◆ **Activity**:
Only lines with the word "currentColor" are needed; collect each of them from the listing below.

Start of Records provided

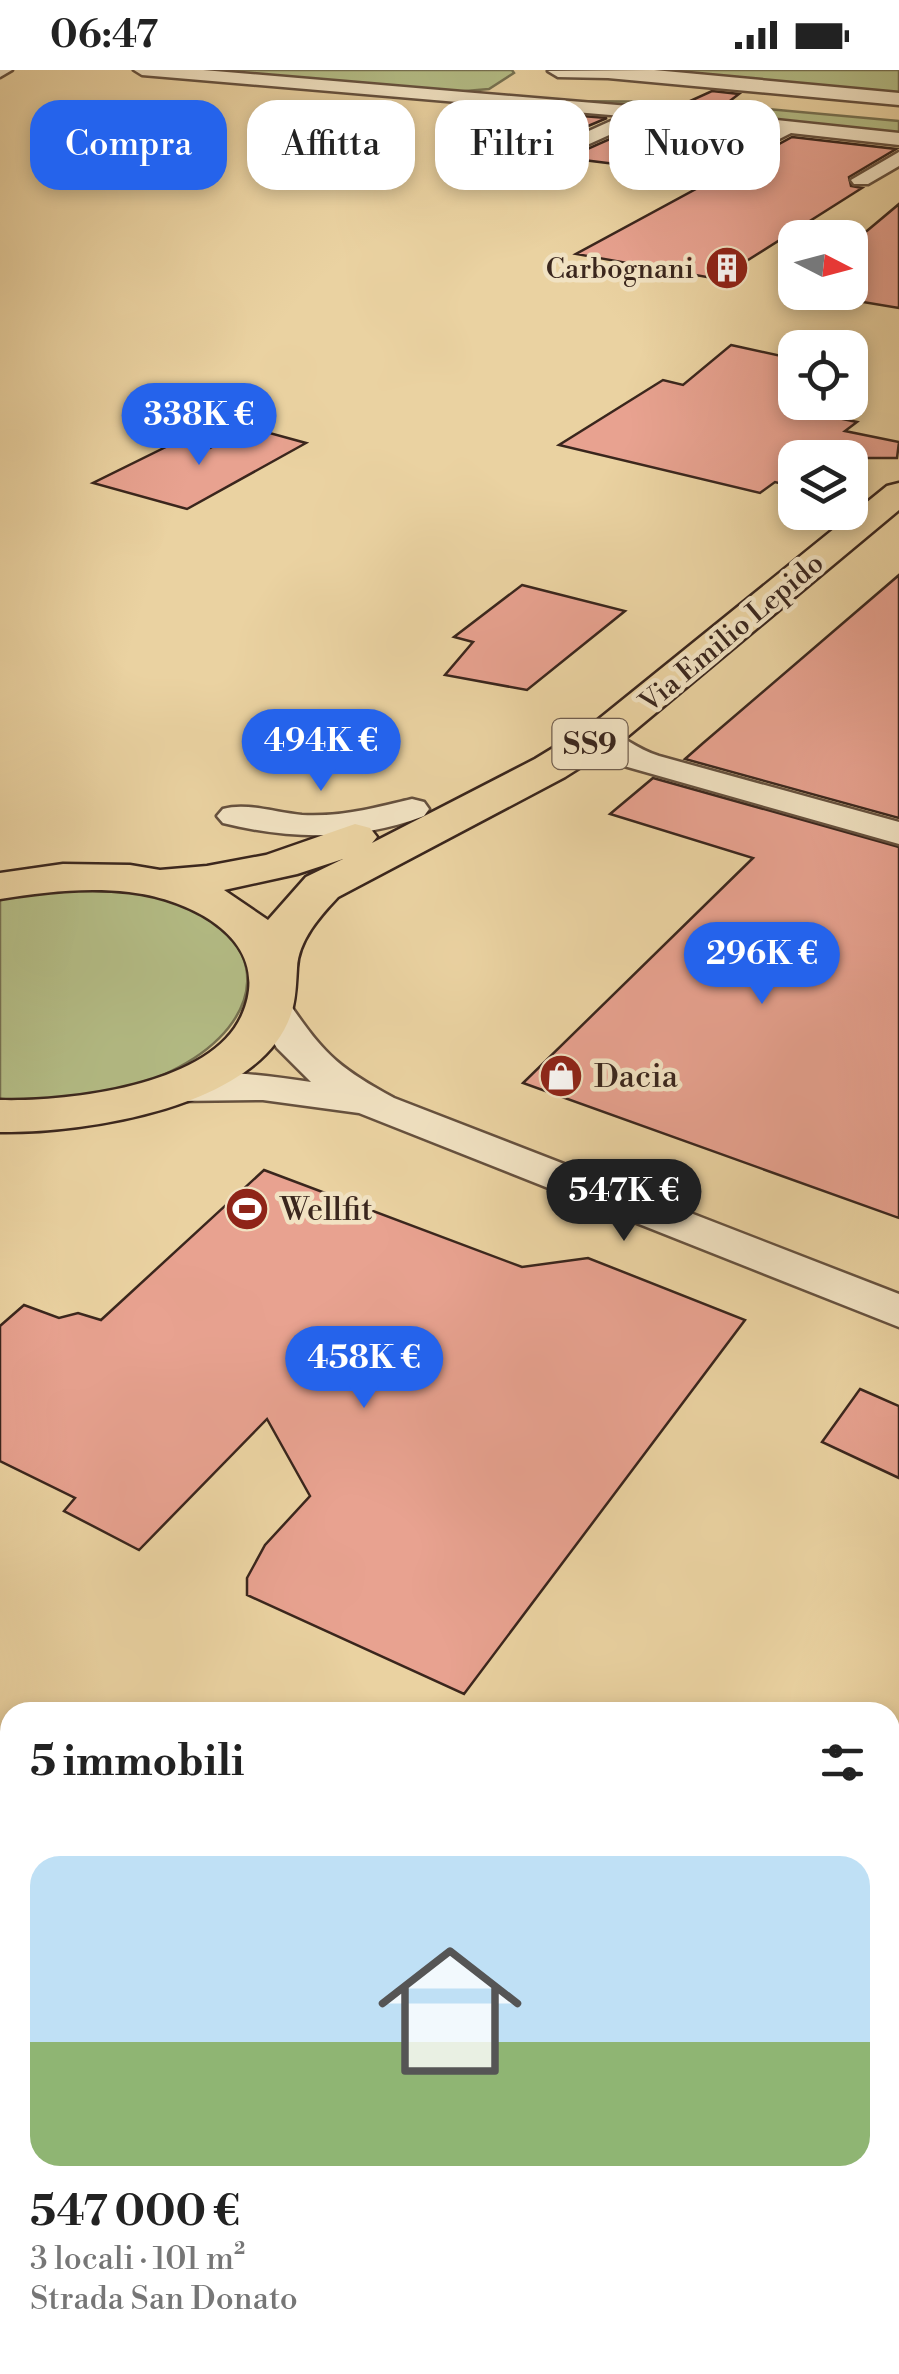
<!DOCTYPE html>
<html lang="it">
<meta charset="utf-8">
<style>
:root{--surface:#fff;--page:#f2f2f2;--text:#222;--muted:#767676;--accent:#2563eb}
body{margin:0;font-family:"Libre Bodoni",serif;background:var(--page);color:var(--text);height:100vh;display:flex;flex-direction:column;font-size:38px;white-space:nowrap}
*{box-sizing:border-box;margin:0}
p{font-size:32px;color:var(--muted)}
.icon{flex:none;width:55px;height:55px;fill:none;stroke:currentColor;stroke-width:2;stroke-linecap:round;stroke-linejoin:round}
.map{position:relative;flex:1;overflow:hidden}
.details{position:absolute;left:0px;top:1632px;width:900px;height:672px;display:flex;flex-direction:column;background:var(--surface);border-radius:30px 30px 0 0;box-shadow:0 5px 15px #0003}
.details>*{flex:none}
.hud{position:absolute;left:30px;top:30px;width:840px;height:90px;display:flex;gap:20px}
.needle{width:65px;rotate:96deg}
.tools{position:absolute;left:778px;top:150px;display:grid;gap:20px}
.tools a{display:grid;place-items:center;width:90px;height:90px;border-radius:20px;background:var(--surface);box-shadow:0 5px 15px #0003;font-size:50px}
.price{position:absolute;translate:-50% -85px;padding:0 22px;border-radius:35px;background:var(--accent);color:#fff;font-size:32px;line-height:65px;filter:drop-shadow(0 2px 5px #0008)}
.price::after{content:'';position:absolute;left:50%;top:60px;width:30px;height:22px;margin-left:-15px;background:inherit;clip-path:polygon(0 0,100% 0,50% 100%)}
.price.current{background:#222;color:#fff}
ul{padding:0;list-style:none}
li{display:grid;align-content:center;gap:20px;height:530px;padding:0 30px}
li span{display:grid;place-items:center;height:310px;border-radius:30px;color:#555}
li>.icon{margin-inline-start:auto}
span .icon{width:180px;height:180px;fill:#fffc;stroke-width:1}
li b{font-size:42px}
h2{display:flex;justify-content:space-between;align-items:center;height:120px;padding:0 30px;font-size:42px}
.pill{padding:0 35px;border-radius:30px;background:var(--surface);box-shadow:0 5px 15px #0003;font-size:35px;line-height:90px}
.pill.current{background:var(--accent);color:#fff}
.status{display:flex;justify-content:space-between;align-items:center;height:70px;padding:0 50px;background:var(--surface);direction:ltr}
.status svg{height:28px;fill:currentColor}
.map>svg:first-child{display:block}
</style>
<div class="status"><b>06:47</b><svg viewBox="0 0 49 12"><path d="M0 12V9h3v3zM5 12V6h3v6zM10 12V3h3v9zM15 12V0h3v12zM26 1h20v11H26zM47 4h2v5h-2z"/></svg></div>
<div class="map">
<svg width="899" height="2304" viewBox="0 0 899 2304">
<rect width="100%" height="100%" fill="#ead2a1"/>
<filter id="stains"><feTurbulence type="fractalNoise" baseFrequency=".002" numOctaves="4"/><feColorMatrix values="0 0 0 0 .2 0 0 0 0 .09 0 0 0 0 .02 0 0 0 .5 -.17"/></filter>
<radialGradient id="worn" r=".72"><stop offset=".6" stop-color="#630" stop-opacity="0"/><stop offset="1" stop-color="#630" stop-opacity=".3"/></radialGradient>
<!-- green -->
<path fill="#b4bd86" stroke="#777252" stroke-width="2.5" d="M164 0H512L514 3 489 19 454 22Z
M616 0H899V25Z
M558 31 691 32 899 51V68Z
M63 818C101 820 139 820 176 833 276 870 265 951 179 997 124 1027 61 1032 0 1031V827Z"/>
<!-- building -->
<path fill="#e8a290" stroke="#3a261d" stroke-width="2.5" d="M712 21 739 24 718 40 679 36Z
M531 42 607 48 503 92 443 84Z
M648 52 755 62 684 100 680 108 640 102 648 98 567 88Z
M792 67 896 79 849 107 851 116 862 118 718 209 576 184Z
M899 134V238L803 222H850V175Z
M731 275 795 289V339L857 352 845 361 899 372 897 388H795V417L775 412 760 423 559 375 663 310 683 315Z
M251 358 306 373 187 439 93 413 180 370 210 378Z
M899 505V748L685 689 702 674Z
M522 515 625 541 527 620 445 605 473 572 454 567Z
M653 708 899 777V1148L523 1013 753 788 610 744Z
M264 1100 522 1197 588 1188 745 1250 464 1624 247 1525V1508L265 1475 310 1426 267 1349 139 1480 64 1441 75 1428 0 1391V1256L24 1235 59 1248 78 1243 101 1250Z
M860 1319 899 1336V1408L822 1372Z"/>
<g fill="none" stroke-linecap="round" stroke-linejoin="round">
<!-- minor casing -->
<g stroke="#66513e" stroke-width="5">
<path id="minor" d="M0 0H12L0 7Z
M134 0H203L700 42 899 63V75L791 63 693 113 683 107 686 103 768 60 647 48 507 111 497 105 500 101 622 46 142 5Z
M899 82V96L868 114H854L851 110Z
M600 658C620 663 636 679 659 686L899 752V774L610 692 583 668 588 661Z
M412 729 424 732 429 739 424 746C358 771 291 770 223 753L217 746 223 739C247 732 276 743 302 745 342 747 374 738 412 729Z
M270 922 284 926C322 981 333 995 394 1028L899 1224V1257L359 1043 263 1030 176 1031 161 1027 155 1018 161 1009C208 997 263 1005 311 1012L277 978 250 934 256 926Z"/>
</g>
<!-- tertiary casing -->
<g stroke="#66513e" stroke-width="5">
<path id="tertiary" d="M654 0 899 23V35L608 8 558 7 548 1Z"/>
</g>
<!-- primary casing -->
<g stroke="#3a261d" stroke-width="5">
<path id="primary" d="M899 413V440L622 671 565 707 338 827C320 846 298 871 297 898 296 913 296 929 291 944 260 1038 84 1063 0 1062V1030C67 1032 211 1016 242 945 275 870 191 829 129 822 86 817 43 822 0 829V803L63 794 130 795 160 800 207 796 266 785 355 754 370 758 377 767 372 773 535 689 594 653 887 416ZM343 789 306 807 268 850 224 820 297 804Z"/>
</g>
<!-- minor -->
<use href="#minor" fill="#f1e2c2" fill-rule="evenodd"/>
<!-- tertiary -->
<use href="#tertiary" fill="#f1e2c2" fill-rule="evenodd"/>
<!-- primary -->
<use href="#primary" fill="#ead2a1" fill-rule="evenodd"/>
</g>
<!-- icons -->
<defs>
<g id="building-disc" transform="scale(2.25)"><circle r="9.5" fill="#8f2418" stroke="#f1e2c2"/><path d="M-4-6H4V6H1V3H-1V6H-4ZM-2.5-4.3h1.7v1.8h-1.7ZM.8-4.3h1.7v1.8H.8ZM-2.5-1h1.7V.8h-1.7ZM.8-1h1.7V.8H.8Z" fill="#fff"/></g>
<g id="shop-disc" transform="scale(2.25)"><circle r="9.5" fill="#8f2418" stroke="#f1e2c2"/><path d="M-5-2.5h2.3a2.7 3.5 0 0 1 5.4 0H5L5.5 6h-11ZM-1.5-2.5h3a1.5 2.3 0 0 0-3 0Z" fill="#fff"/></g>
<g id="stadium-disc" transform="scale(2.25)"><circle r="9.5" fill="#8f2418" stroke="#f1e2c2"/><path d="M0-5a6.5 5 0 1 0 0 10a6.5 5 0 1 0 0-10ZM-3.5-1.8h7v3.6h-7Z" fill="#fff"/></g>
</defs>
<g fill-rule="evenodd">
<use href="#building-disc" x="727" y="198"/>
<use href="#shop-disc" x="561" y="1006"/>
<use href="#stadium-disc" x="247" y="1139"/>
</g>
<g text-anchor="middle" stroke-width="9" stroke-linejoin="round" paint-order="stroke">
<!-- far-poi labels -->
<g font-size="28" fill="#3a261d" stroke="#f1e2c2" text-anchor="end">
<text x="694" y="208">Carbognani</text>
</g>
<!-- far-street labels -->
<g font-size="28" fill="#3a261d" stroke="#f1e2c2">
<text transform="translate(731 562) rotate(-40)" y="10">Via Emilio Lepido</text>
</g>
<!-- shield labels -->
<rect fill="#f1e2c2" stroke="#715e4e" stroke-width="2.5" x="552.5" y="649" width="75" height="50" rx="8"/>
<g font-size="30" font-weight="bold" fill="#3a261d">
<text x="590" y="684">SS9</text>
</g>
<!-- poi labels -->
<g font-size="32" fill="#3a261d" stroke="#f1e2c2" text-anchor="start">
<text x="594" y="1017">Dacia</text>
<text x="280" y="1150">Wellfit</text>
</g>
</g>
<rect width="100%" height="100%" filter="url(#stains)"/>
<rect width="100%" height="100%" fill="url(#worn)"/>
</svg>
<div class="tools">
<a><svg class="needle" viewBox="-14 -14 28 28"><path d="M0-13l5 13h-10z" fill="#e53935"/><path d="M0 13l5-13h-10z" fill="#767676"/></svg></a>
<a><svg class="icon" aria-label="locate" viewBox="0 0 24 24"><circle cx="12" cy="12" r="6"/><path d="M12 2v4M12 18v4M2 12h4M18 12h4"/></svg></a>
<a><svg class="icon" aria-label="layers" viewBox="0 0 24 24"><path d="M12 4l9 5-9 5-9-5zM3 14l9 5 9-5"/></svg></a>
</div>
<b class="price" style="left:199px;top:398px">338K €</b>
<b class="price" style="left:321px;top:724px">494K €</b>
<b class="price" style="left:762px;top:937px">296K €</b>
<b class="price current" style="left:624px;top:1174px">547K €</b>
<b class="price" style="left:364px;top:1341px">458K €</b>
<div class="hud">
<a class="pill current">Compra</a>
<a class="pill">Affitta</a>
<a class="pill">Filtri</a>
<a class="pill">Nuovo</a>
</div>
<section class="details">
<h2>5 immobili<svg class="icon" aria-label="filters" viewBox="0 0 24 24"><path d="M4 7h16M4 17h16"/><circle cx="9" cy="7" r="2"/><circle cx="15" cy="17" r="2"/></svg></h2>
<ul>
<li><span style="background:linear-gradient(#bfe0f5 60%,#8fb573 0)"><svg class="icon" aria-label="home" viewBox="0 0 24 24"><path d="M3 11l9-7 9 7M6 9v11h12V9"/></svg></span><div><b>547 000 €</b><p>3 locali · 101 m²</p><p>Strada San Donato</p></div></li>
</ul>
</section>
</div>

End of Records provided

◆ **Completed task**:
.icon{flex:none;width:55px;height:55px;fill:none;stroke:currentColor;stroke-width:2;stroke-linecap:round;stroke-linejoin:round}
.status svg{height:28px;fill:currentColor}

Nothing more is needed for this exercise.